* _To do_:
Looking at the entries below, state how many lines contain the word "rotate". Give the number alone.

- Opening Delimiter -

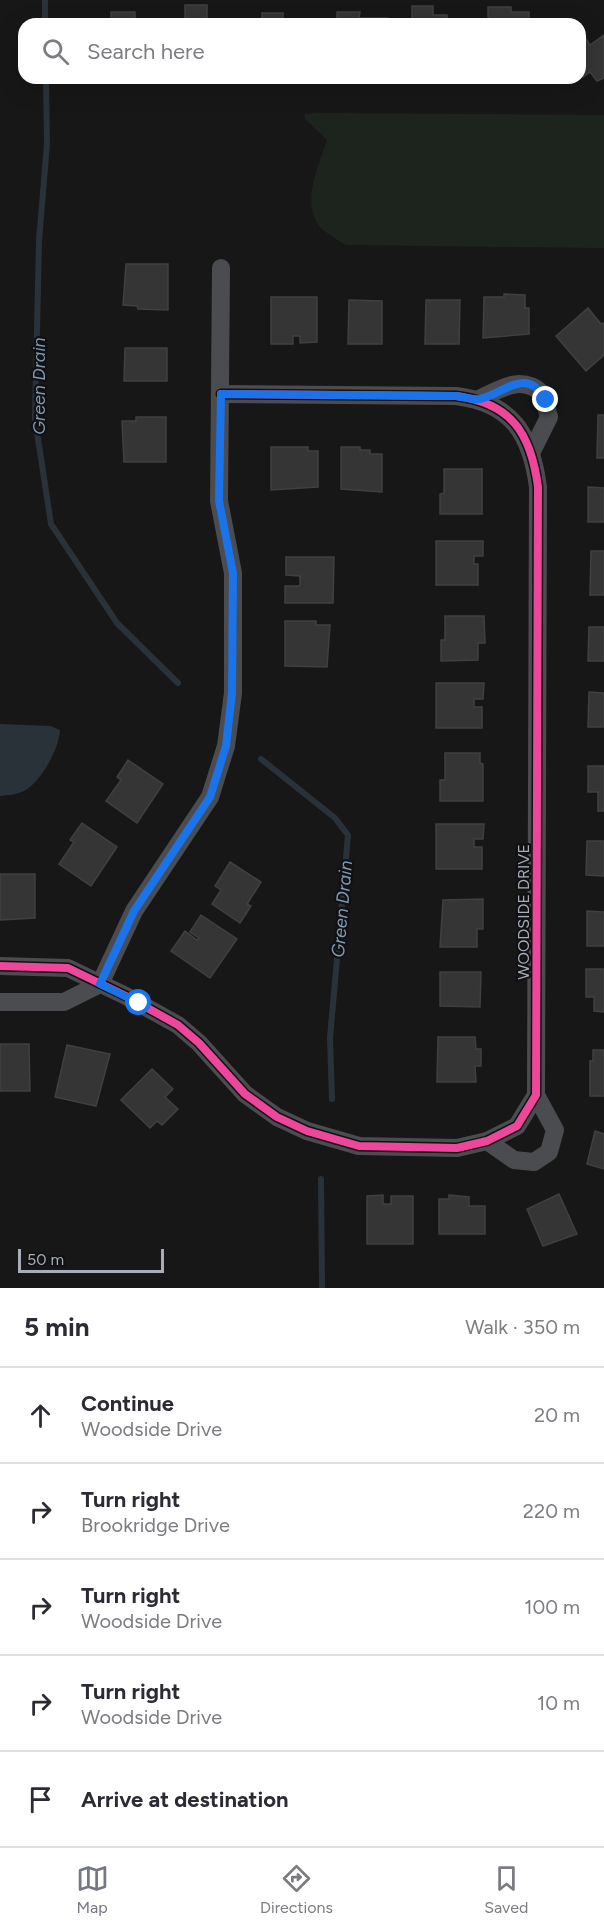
<!DOCTYPE html>
<html lang="en">
<head>
<meta charset="utf-8">
<style>
  :root { --surface:#fff; --page:#f2f2f3; --text:#2b2b33; --muted:#7c7c81; --line:#e1e1e2; --accent:#757880 }
  body { margin:0; font-family:Figtree,sans-serif; background:var(--page); color:var(--text) }
  .scale { position:absolute; left:18px; bottom:15px; width:146px; box-sizing:border-box; padding-left:6px; border:3px solid #a8adb8; border-top:0; font-size:16px; line-height:21px; white-space:nowrap; color:#a8adb8; -webkit-text-stroke:4px #111113; paint-order:stroke }
  .stop { position:absolute; width:18px; height:18px; margin:-14px; border:4px solid #1a73e8; border-radius:50%; background:#fff }
  .stop.end { background:#1a73e8; border-color:#fff; box-shadow:0 2px 6px #0008 }
  .list { margin:0; padding:0; list-style:none }
  h2 { display:flex; justify-content:space-between; align-items:center; height:78px; margin:0; padding:0 24px; font-size:26px }
  h2 small { font-size:20px; font-weight:400; color:var(--muted) }
  .list li { display:grid; grid-template-columns:39px 1fr auto; gap:18px; align-items:center; box-sizing:border-box; height:96px; padding:0 24px; border-top:2px solid var(--line) }
  .list b { display:block; font-size:22px; white-space:nowrap }
  .list p { margin:0; font-size:20px; white-space:nowrap; color:var(--muted) }
  .list em { font-size:20px; font-style:normal; color:var(--muted) }
  .icon { flex:none; width:33px; height:33px; fill:none; stroke:currentColor; stroke-width:2; stroke-linecap:round; stroke-linejoin:round }
  .map { position:relative; flex:none; width:604px; height:1288px; overflow:hidden }
  .search { position:absolute; background:var(--surface); box-shadow:0 6px 24px #0002; left:18px; right:18px; top:18px; height:66px; display:flex; align-items:center; gap:15px; box-sizing:border-box; padding:0 21px; border-radius:18px; color:var(--muted); font-size:22px }
  .sheet { height:558px; background:var(--surface) }
  nav { display:flex; justify-content:space-around; align-items:center; box-sizing:border-box; height:84px; border-top:2px solid var(--line); background:var(--surface); font-size:16px; color:var(--muted) }
  nav a { display:grid; justify-items:center; gap:3px }
  nav .on { color:var(--accent) }
  .map>svg:first-child { display:block }
</style>
</head>
<body>
<div class="map">
<svg width="604" height="1288" viewBox="0 0 604 1288">
  <rect width="100%" height="100%" fill="#171717"/>
  <!-- green -->
  <path fill="#1d241e" d="M317,113L604,115V248L346,245C338,240 325,233 319,226C301,201 319,165 327,140L305,119V114Z"/>
  <!-- water -->
  <path fill="#2a3239" d="M0,724L51,726L60,730C59,749 41,782 24,791C16,795 8,795 0,796Z"/>
  <g fill="none" stroke-linecap="round" stroke-linejoin="round">
    <!-- stream -->
    <g stroke="#2a3239" stroke-width="6">
      <path d="M45,0V24"/>
      <path d="M46,78L47,144L39,241L35,419L51,524L117,623L178,683"/>
      <path d="M261,759L335,818L348,835L330,1038L332,1099"/>
      <path d="M321,1179L322,1288"/>
    </g>
  </g>
  <!-- building -->
  <g fill="#353536" stroke="#3f4043" stroke-width="1.5">
    <path d="M185,5H207V19H237V24H185Z"/>
    <path d="M412,6H433V15H447V24H412Z"/>
    <path d="M488,7H511V12H529V24H488Z"/>
    <rect x="111" y="12" width="24" height="12"/>
    <path d="M337,12H360L359,18H388V24H337Z"/>
    <path d="M262,13H283V19H313V24H262Z"/>
    <path d="M582,33L590,45L604,35V78L597,81L590,72L583,77L580,74Z"/>
    <path d="M126,264H168V310L138,309L137,306L123,305Z"/>
    <path d="M504,294L525,295V308H529V334L483,338L484,297H504Z"/>
    <path d="M271,297H317V342L300,343V336H293V344H271Z"/>
    <path d="M349,300L382,301V344H348Z"/>
    <path d="M426,300H460L459,344H425Z"/>
    <path d="M588,308L601,324L604,323V355L586,371L556,336Z"/>
    <path d="M125,348H167V381H124Z"/>
    <path d="M598,415H604V458H597Z"/>
    <path d="M136,417H166V462H124L122,421H136Z"/>
    <path d="M271,447H308V451H318V487L271,490Z"/>
    <path d="M341,447H360V450H370V454H382V492L341,489Z"/>
    <path d="M444,469H482V514H440V494L444,493Z"/>
    <path d="M588,487L604,488V522H588Z"/>
    <path d="M436,541H483V556H474V564H478V585H436Z"/>
    <path d="M591,551H604V595H590Z"/>
    <path d="M286,557H334L333,603H285V586H300V576L286,575Z"/>
    <path d="M445,616H484L485,643H478V660L441,661V640H445Z"/>
    <path d="M285,621H316V625H330L327,667L285,666Z"/>
    <path d="M589,627H604V661H588Z"/>
    <path d="M436,683H484L483,699H474V707H482V728H436Z"/>
    <path d="M589,692L604,693V727H588Z"/>
    <path d="M445,753H480V763L483,764V801H440V780H445Z"/>
    <path d="M128,760L163,784L137,823L106,801L121,780L117,777Z"/>
    <path d="M588,766H604V811H598V792H588Z"/>
    <path d="M82,823L117,847L91,886L59,864L74,842L70,840Z"/>
    <path d="M436,824H484L483,839H474V847H482V869H436Z"/>
    <path d="M587,841H604V876L586,875Z"/>
    <path d="M230,862L261,882L247,904L251,906L240,923L212,904L221,890L215,886Z"/>
    <path d="M0,874H35V918L0,920Z"/>
    <path d="M483,899V929H477V947H440L443,900Z"/>
    <path d="M587,911L604,912V946H587Z"/>
    <path d="M201,915L237,939L210,978L171,951L185,931L197,940L199,938L190,932Z"/>
    <path d="M586,969H604V1012L594,1011V997H586Z"/>
    <path d="M440,972H481L480,1007L440,1006Z"/>
    <path d="M438,1037H475L476,1049H481V1066H475L476,1082H437Z"/>
    <path d="M0,1044H29L30,1091H0Z"/>
    <path d="M67,1045L110,1054L96,1106L55,1097Z"/>
    <path d="M593,1050H604V1096H590V1061H593Z"/>
    <path d="M152,1069L173,1089L165,1097L178,1109L162,1125L157,1121L150,1128L121,1100Z"/>
    <path d="M595,1131L604,1134V1169L587,1164Z"/>
    <path d="M559,1194L577,1234L543,1246L527,1209Z"/>
    <path d="M383,1195V1204H391V1196H413V1244H367V1196Z"/>
    <path d="M449,1195L469,1197V1206H485V1234H439V1199H449Z"/>
  </g>
  <g fill="none" stroke-linecap="round" stroke-linejoin="round">
    <!-- street -->
    <g stroke="#4b4c50" stroke-width="18">
      <path d="M479,399C502,388 521,375 542,393L549,417L531,453"/>
      <path d="M0,966L68,968L126,996L178,1025L199,1043L245,1094L277,1117L307,1131L359,1146L457,1148L487,1141L517,1126L536,1095L538,487C531,434 512,403 456,396L221,394"/>
      <path d="M100,984L134,911L210,797L226,746L233,693V573L219,501L221,268"/>
      <path d="M0,1002H64L100,984"/>
      <path d="M487,1141L514,1160L534,1162L549,1152L555,1130L536,1095"/>
    </g>
    <defs>
      <path id="cycleway" d="M0,966L68,968L126,996L178,1025L199,1043L245,1094L277,1117L307,1131L359,1146L457,1148L487,1141L517,1126L536,1095L538,487C531,434 512,403 456,396L221,394"/>
    </defs>
    <!-- cycleway casing -->
    <use href="#cycleway" stroke="#111113" stroke-width="11"/>
    <!-- cycleway -->
    <use href="#cycleway" stroke="#ed469a" stroke-width="8"/>
  </g>
  <g fill="none" stroke-linecap="round" stroke-linejoin="round">
    <!-- route -->
    <path stroke="#1a73e8" stroke-width="8" d="M139,1003L100,984L134,911L210,797L226,746L232,693L233,573L219,501L221,394L456,396C463,397 473,400 480,399C504,394 526,365 546,400"/>
  </g>
  <g text-anchor="middle" stroke-width="4.5" stroke-linejoin="round" paint-order="stroke">
    <!-- street labels -->
    <g font-size="16" fill="#a8adb8" stroke="#111113">
      <text transform="translate(523 912) rotate(-90)" y="6">WOODSIDE DRIVE</text>
    </g>
    <!-- water labels -->
    <g font-size="18" font-style="italic" fill="#7f9bb3" stroke="#111113">
      <text transform="translate(39 386) rotate(-90)" y="6">Green Drain</text>
      <text transform="translate(342 909) rotate(-85)" y="6">Green Drain</text>
    </g>
  </g>
</svg>
<div class="scale">50 m</div>
<div class="stop" style="left:139px;top:1003px"></div>
<div class="stop end" style="left:546px;top:400px"></div>
<div class="search"><svg class="icon" aria-label="search" viewBox="0 0 24 24"><circle cx="10" cy="10" r="6"/><path d="M15 15l6 6"/></svg>Search here</div>
</div>
<section class="sheet">
<h2>5 min<small>Walk · 350 m</small></h2>
<ul class="list">
<li><svg class="icon" aria-label="ahead" viewBox="0 0 24 24"><path d="M12 20V5M6 11l6-6 6 6"/></svg><div><b>Continue</b><p>Woodside Drive</p></div><em>20 m</em></li>
<li><svg class="icon" aria-label="right" viewBox="0 0 24 24"><path d="M7 20v-9h11M14 6l5 5-5 5"/></svg><div><b>Turn right</b><p>Brookridge Drive</p></div><em>220 m</em></li>
<li><svg class="icon" aria-label="right" viewBox="0 0 24 24"><path d="M7 20v-9h11M14 6l5 5-5 5"/></svg><div><b>Turn right</b><p>Woodside Drive</p></div><em>100 m</em></li>
<li><svg class="icon" aria-label="right" viewBox="0 0 24 24"><path d="M7 20v-9h11M14 6l5 5-5 5"/></svg><div><b>Turn right</b><p>Woodside Drive</p></div><em>10 m</em></li>
<li><svg class="icon" aria-label="arrive" viewBox="0 0 24 24"><path d="M6 21V4h12l-3 4 3 4H6"/></svg><div><b>Arrive at destination</b></div></li>
</ul>
</section>
<nav>
<a class="on"><svg class="icon" aria-label="map" viewBox="0 0 24 24"><path d="M3 6l6-2 6 2 6-2v14l-6 2-6-2-6 2zM9 4v14M15 6v14"/></svg>Map</a>
<a><svg class="icon" aria-label="directions" viewBox="0 0 24 24"><path d="M12 3l9 9-9 9-9-9zM9 14v-3h6M13 9l2 2-2 2"/></svg>Directions</a>
<a><svg class="icon" aria-label="saved" viewBox="0 0 24 24"><path d="M7 4h10v16l-5-4-5 4z"/></svg>Saved</a>
</nav>
</body>
</html>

- Closing Delimiter -

* _Solution to this exercise_:
3